How To Sync 10,000 Argo CD Applications in One Shot, By Yourself

Robert Filepp
12 min readMay 5, 2023

--

Step right up and put yourself in the picture! On Your Mark, Get Set, Go!

By Jun Duan, Robert Filepp, Paolo Dettori, Andy Anderson

In a previous article we described the results of several Argo CD scalability experiments. In this article we describe the specific steps you can take to try those same experiments at home. Step right up and put yourself in the picture!

This blog is one of a series of posts from the KubeStellar community regarding challenges related to multi-cloud and edge. You can learn more about the challenges and read posts from other members of the KubeStellar community on edge and multi-cloud topics in a post by Andy Anderson entitled Navigating the Edge: Overcoming Multi-Cloud Challenges in Edge Computing

Background.

Argo CD is an open-source continuous delivery tool that automates application deployment into Kubernetes clusters. Argo CD continuously monitors specified Git repositories for changes to application workloads, and automatically deploys changed application workloads to targeted Kubernetes clusters.

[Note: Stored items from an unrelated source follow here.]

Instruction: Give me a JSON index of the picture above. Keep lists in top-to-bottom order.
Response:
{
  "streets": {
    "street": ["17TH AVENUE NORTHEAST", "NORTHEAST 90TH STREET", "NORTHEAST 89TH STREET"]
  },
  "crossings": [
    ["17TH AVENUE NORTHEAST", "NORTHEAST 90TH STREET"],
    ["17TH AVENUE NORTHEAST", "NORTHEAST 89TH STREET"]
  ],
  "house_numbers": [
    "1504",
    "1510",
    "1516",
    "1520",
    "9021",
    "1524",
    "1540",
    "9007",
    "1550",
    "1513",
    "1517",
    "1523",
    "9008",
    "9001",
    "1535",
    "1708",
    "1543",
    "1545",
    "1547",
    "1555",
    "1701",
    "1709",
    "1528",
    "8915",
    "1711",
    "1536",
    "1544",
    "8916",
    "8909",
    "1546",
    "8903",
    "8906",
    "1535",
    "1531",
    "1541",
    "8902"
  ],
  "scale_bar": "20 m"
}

Some of the variables that might be considered when thinking about the scalability of Argo CD include: the number of applications and repositories being monitored, the number of clusters being targeted for deployment, the size of the application workloads, the frequency of changes to applications, and the periodicity of application change monitoring (which we will call the “resync period” below).

There are several questions regarding Argo CD’s scalability that come to mind such as: how many changes to a single application workload can Argo CD monitor and deploy to a limited number of clusters, how many changes to a set of application workloads can Argo CD monitor and deploy to a limited number of clusters, what happens if we change the sizes of those workloads, what happens if we change the resync period, how many different Git repos and/or applications can Argo CD monitor, how many clusters can Argo CD deploy a single application to, how many different applications can Argo CD monitor and deploy to a large number of clusters within a given timeframe.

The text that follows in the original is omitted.